Integrating bulk RNA-seq and scRNA-seq data to explore diverse cell death patterns and develop a programmed cell death-related relapse prediction model in pediatric B-ALL

Abstract

Acute B-lymphoblastic leukemia (B-ALL) is a hematologic malignancy with diverse mechanisms of PCD influencing its progression. This study aimed to identify PCD-related biomarkers and develop a predictive model for relapse in pediatric B-ALL patients. Initially, we examined the activity of 16 PCD patterns in B-ALL patients using scRNA-seq. Following this, we employed both univariate and multivariate Cox regression analyses to identify relapse-related PCD patterns and constructed a relapse prediction model comprising seven key PCD-related genes: Bcl-2-interacting killer (BIK), translocator protein (TSPO), BCL2L2, PIP4K2C, mixed-lineage kinase-like (MLKL), STAT2, and WW domain-containing oxidoreductase (WWOX).
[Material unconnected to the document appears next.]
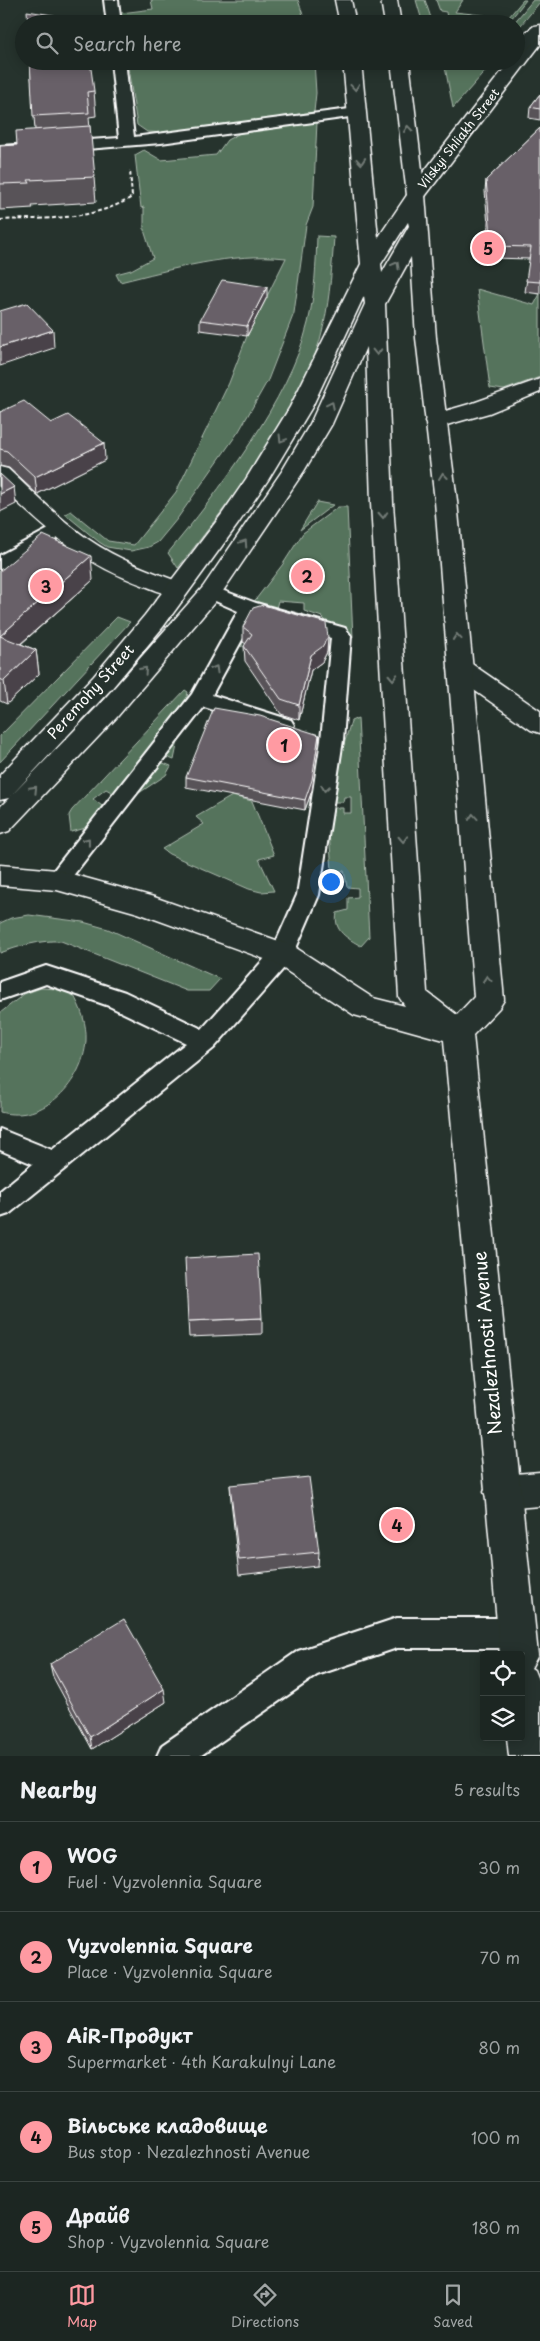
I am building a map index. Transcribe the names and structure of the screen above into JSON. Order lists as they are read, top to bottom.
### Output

Based on the optimal cut-off value derived from the cell death index(CDI) model, patients were categorized into high-CDI and low-CDI groups. Additionally, we evaluated the association between CDI scores and immune cell infiltration, tumor microenvironment (TME) characteristics, and drug sensitivity. Nine PCD patterns, encompassing ferroptosis, autophagy, necroptosis, entotic cell death, alkaliptosis, apoptosis, netotic cell death, oxeiptosis, and NETosis, exhibited strong associations with relapse in B-cell acute lymphoblastic leukemia (B-ALL). The CDI model, validated across multiple cohorts, demonstrated substantial predictive power for relapse-free survival (RFS) and was identified as an independent risk factor. This study offers a comprehensive analysis of PCD patterns in pediatric B-ALL, yielding valuable insights into potential novel therapeutic strategies and opportunities for personalized treatment approaches.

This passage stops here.